Is it a Filipino original or not? I was surprised when Anthony Bourdain went to Vietnam and ate his first balut there. They have balut in Vietnam too? Is that something they got from the Filipinos or does that mean the Philippines has no exclusive claim over its origin? Makes no difference to me. I love balut whatever and wherever its origin. Love it enough to take on the suggestion of a former boss to bring my balut experience to even greater heights by cooking the eggs as an adobo dish.
It all started at my former boss’s birthday party some eight years ago. Dinner was over and guests had split into small groups. I found myself with a bunch of men and women much older than me and, instead of munching on the usual salted peanuts with their beer, they were eating balut. They said balut was no good after one day but my former boss said that wasn’t true. Cook them as adobo, serve them with fried rice and they’re unbelievably good, she said. In my mind, I believed it. It made a lot of sense. Hard boiled eggs added to chicken or pork adobo are great and I bet adobong balut would be even better. But I never tried making adobong balut until many years later. After I did, I was hooked.

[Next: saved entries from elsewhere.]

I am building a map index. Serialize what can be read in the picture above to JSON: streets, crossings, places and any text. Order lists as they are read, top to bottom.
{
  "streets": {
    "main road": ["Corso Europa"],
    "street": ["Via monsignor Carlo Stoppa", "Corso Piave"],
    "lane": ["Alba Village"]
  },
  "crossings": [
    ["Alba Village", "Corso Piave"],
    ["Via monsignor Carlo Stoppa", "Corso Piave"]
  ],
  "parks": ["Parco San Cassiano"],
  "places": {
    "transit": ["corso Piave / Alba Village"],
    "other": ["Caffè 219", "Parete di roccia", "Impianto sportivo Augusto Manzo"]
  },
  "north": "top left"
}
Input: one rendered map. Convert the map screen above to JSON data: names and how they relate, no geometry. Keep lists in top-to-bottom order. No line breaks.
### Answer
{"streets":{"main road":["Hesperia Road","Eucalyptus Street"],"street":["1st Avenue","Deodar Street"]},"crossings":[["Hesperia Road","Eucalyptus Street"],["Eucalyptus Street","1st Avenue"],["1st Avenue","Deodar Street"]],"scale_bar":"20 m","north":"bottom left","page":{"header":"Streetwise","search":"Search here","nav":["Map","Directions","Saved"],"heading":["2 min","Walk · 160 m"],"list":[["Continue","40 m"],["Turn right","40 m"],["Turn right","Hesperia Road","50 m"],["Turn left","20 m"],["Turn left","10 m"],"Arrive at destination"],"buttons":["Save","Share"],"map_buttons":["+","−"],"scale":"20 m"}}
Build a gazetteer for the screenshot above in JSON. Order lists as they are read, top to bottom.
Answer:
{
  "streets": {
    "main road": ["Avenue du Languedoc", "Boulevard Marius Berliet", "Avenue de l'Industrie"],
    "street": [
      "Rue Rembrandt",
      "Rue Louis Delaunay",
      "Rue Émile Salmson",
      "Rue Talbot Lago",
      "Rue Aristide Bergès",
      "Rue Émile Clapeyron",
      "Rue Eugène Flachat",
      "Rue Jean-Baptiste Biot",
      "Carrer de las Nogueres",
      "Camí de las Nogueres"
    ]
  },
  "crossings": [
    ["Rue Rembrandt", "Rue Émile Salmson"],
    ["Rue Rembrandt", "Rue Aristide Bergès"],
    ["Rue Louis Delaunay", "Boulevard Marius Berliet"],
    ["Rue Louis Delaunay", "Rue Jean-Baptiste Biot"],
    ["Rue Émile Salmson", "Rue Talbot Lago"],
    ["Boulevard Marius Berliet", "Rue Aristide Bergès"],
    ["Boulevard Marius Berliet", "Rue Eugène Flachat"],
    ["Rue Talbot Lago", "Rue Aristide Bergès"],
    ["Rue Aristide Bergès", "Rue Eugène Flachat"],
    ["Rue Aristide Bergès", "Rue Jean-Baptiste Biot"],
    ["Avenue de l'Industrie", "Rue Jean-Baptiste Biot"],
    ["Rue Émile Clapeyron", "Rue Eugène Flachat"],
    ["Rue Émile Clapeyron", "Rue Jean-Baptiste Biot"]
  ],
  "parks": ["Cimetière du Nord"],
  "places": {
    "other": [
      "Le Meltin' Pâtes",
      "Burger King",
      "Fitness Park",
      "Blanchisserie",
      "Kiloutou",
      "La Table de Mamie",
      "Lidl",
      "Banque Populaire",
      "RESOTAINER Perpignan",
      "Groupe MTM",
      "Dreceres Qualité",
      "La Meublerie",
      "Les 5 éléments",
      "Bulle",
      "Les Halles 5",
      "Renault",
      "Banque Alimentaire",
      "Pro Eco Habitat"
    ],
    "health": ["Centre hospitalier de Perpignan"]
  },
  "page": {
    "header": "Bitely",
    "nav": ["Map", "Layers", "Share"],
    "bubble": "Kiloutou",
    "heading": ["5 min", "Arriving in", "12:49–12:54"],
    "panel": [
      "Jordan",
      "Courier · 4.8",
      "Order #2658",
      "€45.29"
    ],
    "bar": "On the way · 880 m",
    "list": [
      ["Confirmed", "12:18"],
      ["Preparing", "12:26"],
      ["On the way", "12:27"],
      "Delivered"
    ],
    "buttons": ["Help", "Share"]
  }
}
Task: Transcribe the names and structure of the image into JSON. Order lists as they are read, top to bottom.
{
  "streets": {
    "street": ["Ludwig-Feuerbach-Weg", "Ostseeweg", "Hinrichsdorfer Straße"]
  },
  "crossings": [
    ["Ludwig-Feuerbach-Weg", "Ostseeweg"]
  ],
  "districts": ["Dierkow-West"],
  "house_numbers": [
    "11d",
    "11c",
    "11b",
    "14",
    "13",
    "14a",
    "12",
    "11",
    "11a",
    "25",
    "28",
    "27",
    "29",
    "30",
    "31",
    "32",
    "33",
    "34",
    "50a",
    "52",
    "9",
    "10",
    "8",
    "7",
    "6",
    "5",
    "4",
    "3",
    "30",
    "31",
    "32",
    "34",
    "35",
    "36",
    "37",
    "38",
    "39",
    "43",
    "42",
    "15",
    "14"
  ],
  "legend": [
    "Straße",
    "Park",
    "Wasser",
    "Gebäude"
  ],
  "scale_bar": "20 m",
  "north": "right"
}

This is my preferred proportion of ingredients for making adobong balut. The rationale? Neither the garlic nor the vinegar nor the soy sauce should overpower the flavor of the balut.
Use a pan just wide enough to contain the balut in a single layer so that all eggs touch the sauce.
- 1 teaspoon cooking oil
- 6 cloves garlic finely minced
- 1 bay leaf
- 4 tablespoons vinegar
- 6 tablespoons soy sauce
- 6 balut eggs shelled
- freshly ground black pepper
Heat the cooking oil in a frying pan. Saute the minced garlic and bay leaf until lightly browned.
Pour in the vinegar and soy sauce. Simmer for about a minute — just long enough to coax the flavors out.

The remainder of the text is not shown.